When I was a kid, one of my favorite books was The Little Bookroom, by Eleanor Farjeon.  In the foreword, she talks about how she was allowed to read anything she wanted as a child, and names some of the stranger things she read: "...and one called The Amber Witch that was not in the least like the witches I was used to in the fairy-tales I loved."  I always thought I'd like to read that story too and when I was in college I found it in a collection of Victorian ghost stories published by Dover.  I've had it ever since, though I have not read it in a very long time.

The Amber Witch is not really a ghost story.  It's sort of Gothic.  It's really a literary hoax written by Meinhold in order to embarrass some scholars he disagreed with, who claimed that the Bible was a collection of legends, and they could see that from internal evidence.  He figured that if he wrote a story and claimed that it was a historical document, but that he had filled in some of the missing material, they would drive themselves crazy trying to figure out which bits were which and they'd never guess that he had made up the whole thing.  Everyone believed his story and when he told the truth in the second edition, many people still wouldn't believe it.  So Meinhold used a popular literary trope in fiction and said this time it was real, but it was still fictional!

The story is an account written by a German priest of the trial of his own daughter, who is accused of witchcraft.  The narrator is amusingly (irritatingly?  realistically?) written to be a bit fussy and extremely proud of his Latin learning, so there is Latin sprinkled liberally throughout.  The girl, Mary, is beautiful, virtuous, and highly intelligent, and the local sheriff accuses her of witchcraft when she refuses to become his mistress.  He uses his former mistress, who really is a witch, as an accomplice.  The sheriff figures Mary will give in and he will save her, but of course she refuses.

This all happens during the Thirty Years' War, in the first half of the 17th century.  As it happens my younger daughter had just read about that war in her history book, so I actually had a bit of background knowledge!  It really tickled her that I was reading about the same King of Sweden that she had just been telling me about.

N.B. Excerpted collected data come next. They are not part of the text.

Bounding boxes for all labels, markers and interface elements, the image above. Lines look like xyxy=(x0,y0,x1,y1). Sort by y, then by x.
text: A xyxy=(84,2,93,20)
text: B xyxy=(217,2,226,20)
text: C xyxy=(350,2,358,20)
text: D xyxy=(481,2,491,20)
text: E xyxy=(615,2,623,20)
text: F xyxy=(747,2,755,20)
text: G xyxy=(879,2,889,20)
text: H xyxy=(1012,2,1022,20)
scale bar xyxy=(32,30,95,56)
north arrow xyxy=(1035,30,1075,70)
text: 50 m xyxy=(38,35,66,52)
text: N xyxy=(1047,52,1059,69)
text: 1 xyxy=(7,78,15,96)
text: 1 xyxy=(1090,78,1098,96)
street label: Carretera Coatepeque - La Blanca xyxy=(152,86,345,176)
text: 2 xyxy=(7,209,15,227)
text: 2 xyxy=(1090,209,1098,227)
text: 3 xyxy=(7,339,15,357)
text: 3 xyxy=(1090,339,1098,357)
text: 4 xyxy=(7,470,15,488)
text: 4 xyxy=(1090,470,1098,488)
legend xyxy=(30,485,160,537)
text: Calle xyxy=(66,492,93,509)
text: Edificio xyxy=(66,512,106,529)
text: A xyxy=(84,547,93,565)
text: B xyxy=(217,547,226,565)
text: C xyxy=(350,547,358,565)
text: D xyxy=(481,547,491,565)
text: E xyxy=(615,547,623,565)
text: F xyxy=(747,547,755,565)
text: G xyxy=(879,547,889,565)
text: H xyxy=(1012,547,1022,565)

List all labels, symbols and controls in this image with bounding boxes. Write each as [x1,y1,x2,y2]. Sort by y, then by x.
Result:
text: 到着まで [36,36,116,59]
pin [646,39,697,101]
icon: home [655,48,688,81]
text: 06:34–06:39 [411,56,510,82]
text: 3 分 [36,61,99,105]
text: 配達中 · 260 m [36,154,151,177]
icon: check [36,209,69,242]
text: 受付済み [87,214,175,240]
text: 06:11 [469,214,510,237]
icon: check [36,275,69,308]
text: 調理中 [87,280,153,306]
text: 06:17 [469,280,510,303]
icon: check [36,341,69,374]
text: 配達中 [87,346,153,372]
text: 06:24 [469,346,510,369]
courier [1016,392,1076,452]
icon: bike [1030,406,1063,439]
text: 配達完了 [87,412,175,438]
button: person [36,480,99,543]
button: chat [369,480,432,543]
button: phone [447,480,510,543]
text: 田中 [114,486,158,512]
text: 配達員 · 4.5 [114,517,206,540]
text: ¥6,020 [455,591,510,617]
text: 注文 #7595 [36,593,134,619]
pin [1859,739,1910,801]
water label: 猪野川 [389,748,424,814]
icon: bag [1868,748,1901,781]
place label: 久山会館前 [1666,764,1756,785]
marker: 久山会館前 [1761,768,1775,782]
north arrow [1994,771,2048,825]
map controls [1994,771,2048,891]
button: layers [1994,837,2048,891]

The Amber Witch became quite popular.  It was translated into English and sold well throughout the Victorian period.  There was even an opera!

I think it's really pretty obvious that the story is all fiction.  It's got an improbably lovely heroine, a true love, a villain, a happier ending than most witch trials probably had--it's a short novel.  I would have thought the scholars would have noticed that.  I do think it's an interesting book though; if you're willing to put up with the narrator, it's a neat piece of literary history.